In 2057, wearables have full market penetration and are commonplace. They are used in every industry and in every facet of life. Advances in material science and sensors provide a never before seen level of sophistication and integration. Materials such as graphene and carbyne allow for light, flexible yet incredibly strong interfaces and biocompatible sensors. The Selflet utilizes nanobot sensors that are ingested and then provide constant real time data through a screen based interface worn on the wrist. Multinational corporations such as Samtech utilize Selflets in their sponsor schools in order to better understand the potential of students and gauge their creative value. Selflets track and combine multiple data points to create scores on social intelligence, technical skill, design thinking, creativity, memory, and social ability. Depending on performance, custom recommendations appear on the Selflet to better allow students to improve their standing.
To highlight how creative curriculum becomes the foundation of schools in the future, we structured classroom learning around four main pillars—Social Intelligence, Technical Skill, Creativity and Design thinking. This design choice was made to reflect the skills professionals will have in the future that AI will have difficulty replacing.

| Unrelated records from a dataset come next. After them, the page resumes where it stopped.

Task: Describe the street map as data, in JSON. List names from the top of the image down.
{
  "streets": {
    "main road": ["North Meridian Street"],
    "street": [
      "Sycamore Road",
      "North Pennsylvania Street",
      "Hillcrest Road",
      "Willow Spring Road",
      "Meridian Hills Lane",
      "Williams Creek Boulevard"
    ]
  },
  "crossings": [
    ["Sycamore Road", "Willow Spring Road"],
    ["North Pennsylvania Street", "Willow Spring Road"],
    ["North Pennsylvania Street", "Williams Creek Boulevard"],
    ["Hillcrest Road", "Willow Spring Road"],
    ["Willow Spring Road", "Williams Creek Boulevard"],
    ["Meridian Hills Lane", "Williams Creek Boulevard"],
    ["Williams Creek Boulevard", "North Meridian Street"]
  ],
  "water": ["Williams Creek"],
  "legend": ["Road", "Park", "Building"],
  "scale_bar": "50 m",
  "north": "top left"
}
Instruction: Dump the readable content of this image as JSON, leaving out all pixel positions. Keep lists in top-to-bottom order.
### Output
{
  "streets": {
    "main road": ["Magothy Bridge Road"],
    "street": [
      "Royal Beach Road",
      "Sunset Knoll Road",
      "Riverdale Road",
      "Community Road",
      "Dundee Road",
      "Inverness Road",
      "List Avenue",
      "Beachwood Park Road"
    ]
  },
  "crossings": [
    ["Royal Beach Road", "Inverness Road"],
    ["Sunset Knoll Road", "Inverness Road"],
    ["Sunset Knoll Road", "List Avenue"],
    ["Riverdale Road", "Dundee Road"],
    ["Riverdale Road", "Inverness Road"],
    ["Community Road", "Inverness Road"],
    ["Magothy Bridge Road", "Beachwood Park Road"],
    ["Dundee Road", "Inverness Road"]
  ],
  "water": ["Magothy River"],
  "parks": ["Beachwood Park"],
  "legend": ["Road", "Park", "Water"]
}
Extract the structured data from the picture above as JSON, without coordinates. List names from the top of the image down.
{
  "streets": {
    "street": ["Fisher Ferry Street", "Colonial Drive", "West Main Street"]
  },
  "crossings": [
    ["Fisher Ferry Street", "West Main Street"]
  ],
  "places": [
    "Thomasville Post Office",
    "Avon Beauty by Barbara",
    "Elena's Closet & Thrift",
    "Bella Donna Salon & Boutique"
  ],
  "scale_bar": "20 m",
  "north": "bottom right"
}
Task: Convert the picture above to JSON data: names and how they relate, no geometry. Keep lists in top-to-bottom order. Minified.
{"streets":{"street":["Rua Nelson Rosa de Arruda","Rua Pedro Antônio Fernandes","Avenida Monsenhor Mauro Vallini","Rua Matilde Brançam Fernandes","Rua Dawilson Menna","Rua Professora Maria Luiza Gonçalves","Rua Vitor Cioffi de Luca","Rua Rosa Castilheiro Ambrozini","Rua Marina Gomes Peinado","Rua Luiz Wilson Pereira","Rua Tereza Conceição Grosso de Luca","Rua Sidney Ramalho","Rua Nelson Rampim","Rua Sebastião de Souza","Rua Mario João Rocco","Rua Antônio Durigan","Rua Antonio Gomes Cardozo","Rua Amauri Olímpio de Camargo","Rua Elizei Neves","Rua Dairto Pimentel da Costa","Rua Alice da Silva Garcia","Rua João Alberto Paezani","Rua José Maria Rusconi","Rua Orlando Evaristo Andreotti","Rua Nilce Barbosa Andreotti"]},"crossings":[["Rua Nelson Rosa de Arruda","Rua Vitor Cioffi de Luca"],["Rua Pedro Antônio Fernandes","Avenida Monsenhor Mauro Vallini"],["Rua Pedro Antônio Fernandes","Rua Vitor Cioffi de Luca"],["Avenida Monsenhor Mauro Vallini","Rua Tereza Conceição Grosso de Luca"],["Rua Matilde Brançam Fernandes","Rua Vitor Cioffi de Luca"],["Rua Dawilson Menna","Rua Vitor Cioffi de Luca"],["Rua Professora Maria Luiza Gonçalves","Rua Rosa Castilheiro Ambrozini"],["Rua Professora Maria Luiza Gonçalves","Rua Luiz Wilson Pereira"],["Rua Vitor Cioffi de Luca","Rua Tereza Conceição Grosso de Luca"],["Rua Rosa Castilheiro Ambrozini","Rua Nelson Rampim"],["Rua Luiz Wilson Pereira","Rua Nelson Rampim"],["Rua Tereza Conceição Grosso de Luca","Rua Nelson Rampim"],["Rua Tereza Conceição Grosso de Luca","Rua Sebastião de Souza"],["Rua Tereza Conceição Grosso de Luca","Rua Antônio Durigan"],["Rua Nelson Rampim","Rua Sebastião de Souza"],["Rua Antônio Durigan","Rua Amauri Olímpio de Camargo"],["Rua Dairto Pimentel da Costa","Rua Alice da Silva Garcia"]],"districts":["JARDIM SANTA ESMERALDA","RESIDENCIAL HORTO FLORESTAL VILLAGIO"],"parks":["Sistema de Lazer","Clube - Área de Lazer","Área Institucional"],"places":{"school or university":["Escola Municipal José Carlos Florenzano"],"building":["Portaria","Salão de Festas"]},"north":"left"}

AI is also used to see where in the job market students best fit into. It takes the full range of collected selflet data and assesses whether or not future matched professions are at risk of AI replacement. Additionally, AI is utilized to inform students where their academic skills are desired nationally and internationally, indicated through highlighted zones where migration permissions are more likely to be granted.

To show the different dynamics between the characters in the scenario, we described what would be a parent-teacher interview between parents of students in a corporate sponsored- school. This format of interaction was chosen as we wanted to emphasize the pressures of data monitoring and evaluation from a child’s perspective in our future scenario. In a parent-teacher interview, the child is meant to be a passive observer, forced to listen to his/her progress, as well as weaknesses, without being able to intervene.
In this case, the students are being assessed on their creative capacities, and their relevance to the job market. Students in the scenario are instructed to listen in on the conversation between their parents and their teachers. Company agents are characters meant to represent the corporate and government perspective in the scenario.
Lights in the room are dimmed and participants are asked to login to their online student portal through their smart devices to connect to their interviews. Once logged in, they listen to the conversations had by their teacher, parents and Samtech talent agent in regards to their academic performance. All this steps build together the perfect peak climax point of our scenario.

The discussion was necessary regarding the tensions we addressed in the design of the experience. To make the spontaneous discussion a successful one, we defined a clear focus by two questions. We printed them on comment cards and handed out to the participants. As a starter we asked, What were some of your strongest reactions you had to your child’s scenario? This question helped the audience to recall the experience and analyse from their point of view. It helped us to understand whether they grasped the basic elements of the scenario.
For bringing in cohesiveness in the next phase of deep conversation we then asked the next question with a pedagogical goal, using the lens of AI, How do you think AI would affect citizenship and people’s ability to migrate in the future? This lead to a diversified discussion based on the previous emotions of experience. The discussion turned into exploring the relationships between real world scenarios where the audience translated their experiences into a broader scope.